● **THE INPUT**:
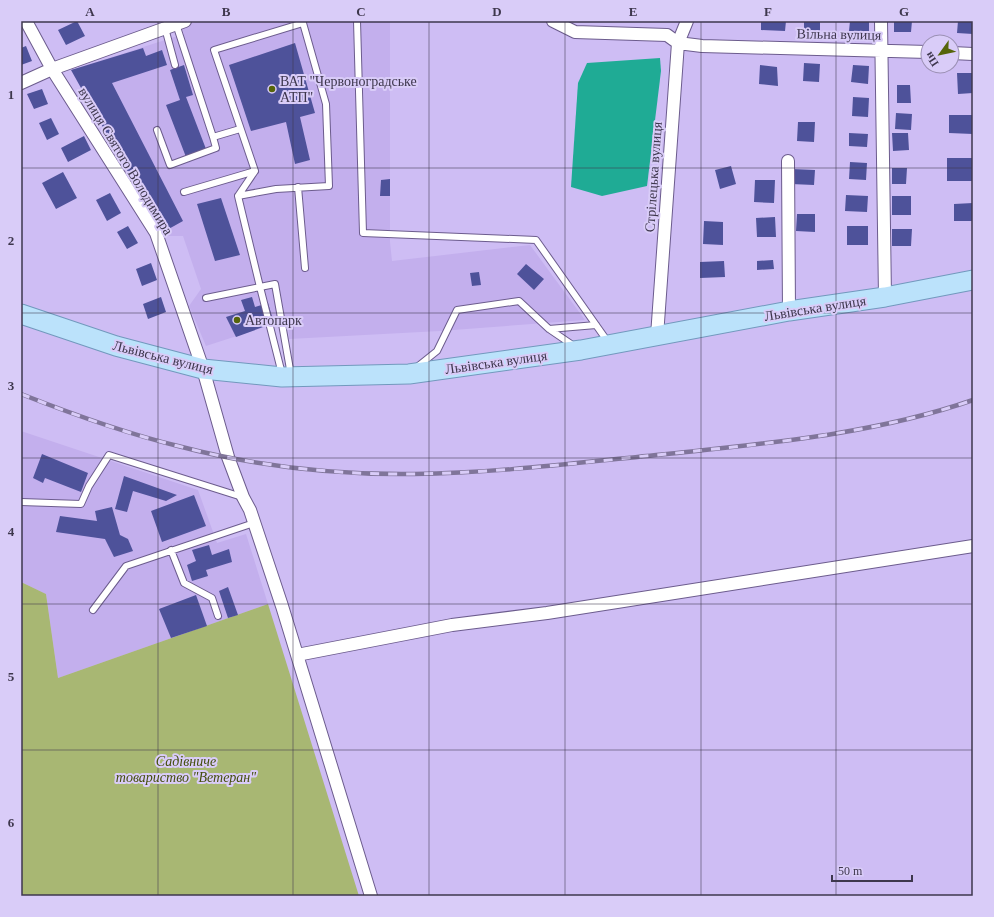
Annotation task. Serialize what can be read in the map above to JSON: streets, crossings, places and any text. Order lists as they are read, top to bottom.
{
  "streets": {
    "main road": ["Львівська вулиця"],
    "street": ["Вільна вулиця", "вулиця Святого Володимира", "Стрілецька вулиця"]
  },
  "crossings": [
    ["Вільна вулиця", "Стрілецька вулиця"],
    ["вулиця Святого Володимира", "Львівська вулиця"],
    ["Стрілецька вулиця", "Львівська вулиця"]
  ],
  "parks": ["Садівниче товариство \"Ветеран\""],
  "places": ["ВАТ \"Червоноградське АТП\"", "Автопарк"],
  "scale_bar": "50 m",
  "north": "bottom left",
  "grid": {
    "columns": [
      "A",
      "B",
      "C",
      "D",
      "E",
      "F",
      "G"
    ],
    "rows": [
      "1",
      "2",
      "3",
      "4",
      "5",
      "6"
    ]
  }
}
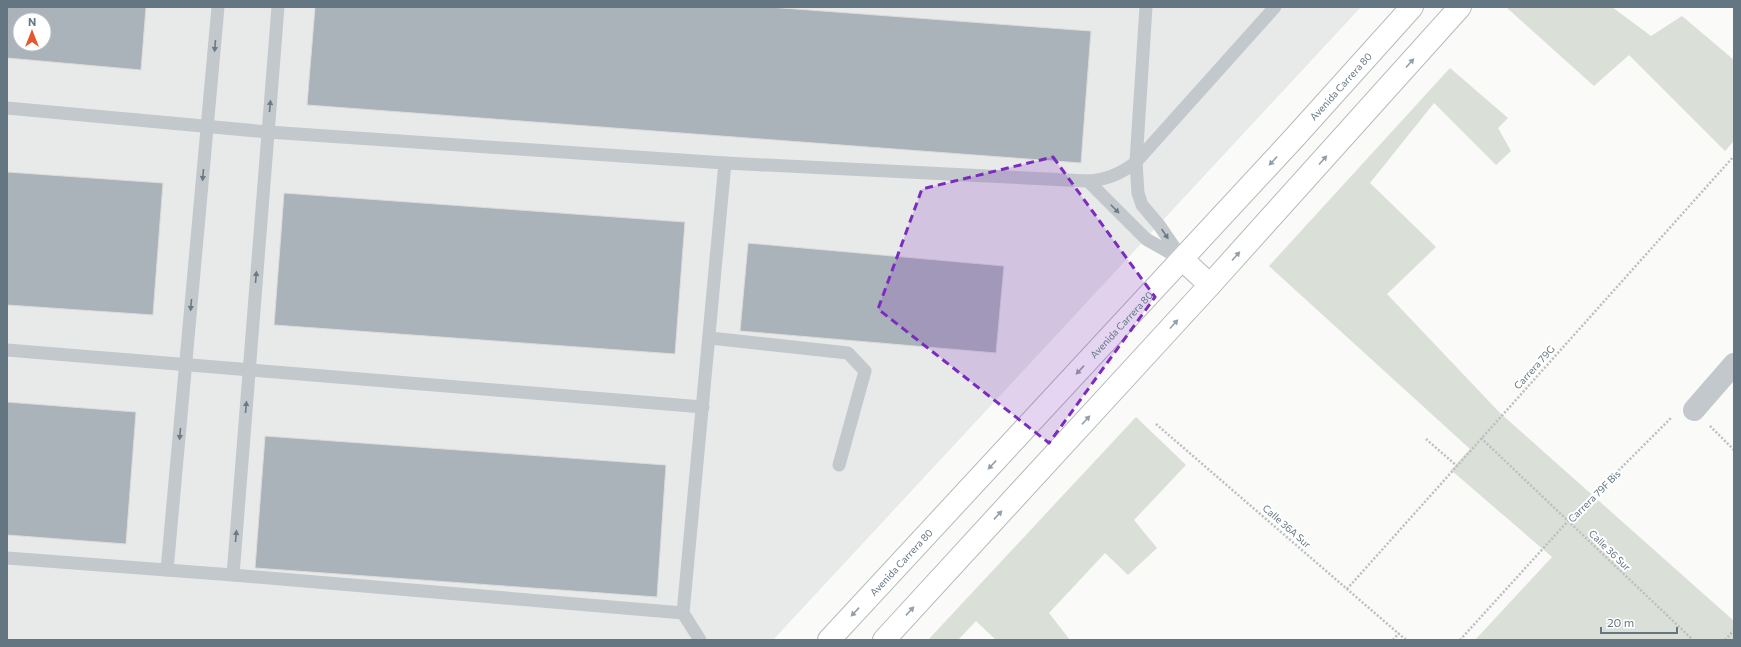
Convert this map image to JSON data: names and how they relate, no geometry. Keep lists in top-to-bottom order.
{
  "streets": {
    "main road": ["Avenida Carrera 80"],
    "path": [
      "Carrera 79G",
      "Carrera 79F Bis",
      "Calle 36A Sur",
      "Calle 36 Sur"
    ]
  },
  "crossings": [
    ["Carrera 79G", "Calle 36A Sur"],
    ["Carrera 79G", "Calle 36 Sur"],
    ["Carrera 79F Bis", "Calle 36 Sur"]
  ],
  "scale_bar": "20 m",
  "north": "top"
}
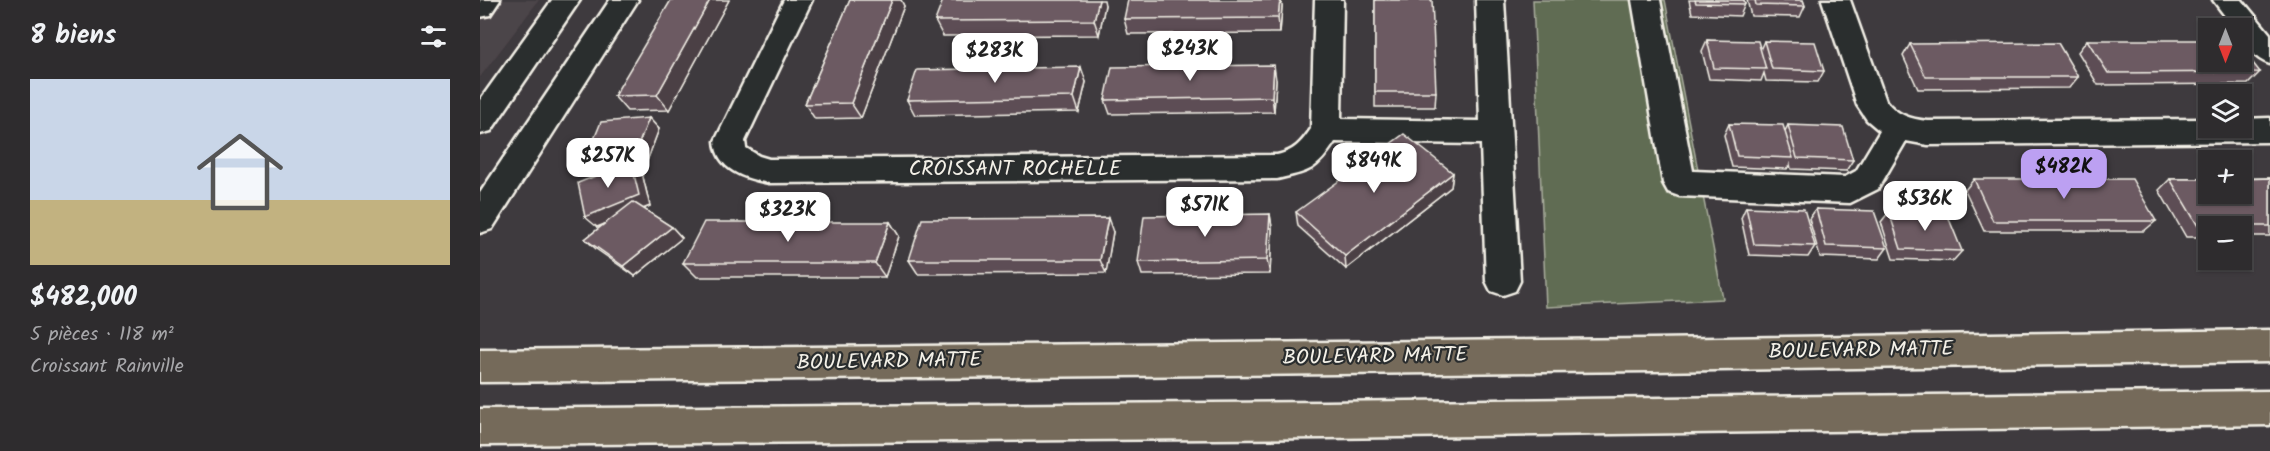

● **TASK OBJECTIVE**: Without the pictures, set down every entry exactly.

● **RESPONSE AREA**:
Annotation task. Serialize what can be read in the map above to JSON: streets, crossings, places and any text. Order lists as they are read, top to bottom.
{
  "streets": {
    "main road": ["Львівська вулиця"],
    "street": ["Вільна вулиця", "вулиця Святого Володимира", "Стрілецька вулиця"]
  },
  "crossings": [
    ["Вільна вулиця", "Стрілецька вулиця"],
    ["вулиця Святого Володимира", "Львівська вулиця"],
    ["Стрілецька вулиця", "Львівська вулиця"]
  ],
  "parks": ["Садівниче товариство \"Ветеран\""],
  "places": ["ВАТ \"Червоноградське АТП\"", "Автопарк"],
  "scale_bar": "50 m",
  "north": "bottom left",
  "grid": {
    "columns": [
      "A",
      "B",
      "C",
      "D",
      "E",
      "F",
      "G"
    ],
    "rows": [
      "1",
      "2",
      "3",
      "4",
      "5",
      "6"
    ]
  }
}
Convert this map image to JSON data: names and how they relate, no geometry. Keep lists in top-to-bottom order.
{
  "streets": {
    "main road": ["Avenida Carrera 80"],
    "path": [
      "Carrera 79G",
      "Carrera 79F Bis",
      "Calle 36A Sur",
      "Calle 36 Sur"
    ]
  },
  "crossings": [
    ["Carrera 79G", "Calle 36A Sur"],
    ["Carrera 79G", "Calle 36 Sur"],
    ["Carrera 79F Bis", "Calle 36 Sur"]
  ],
  "scale_bar": "20 m",
  "north": "top"
}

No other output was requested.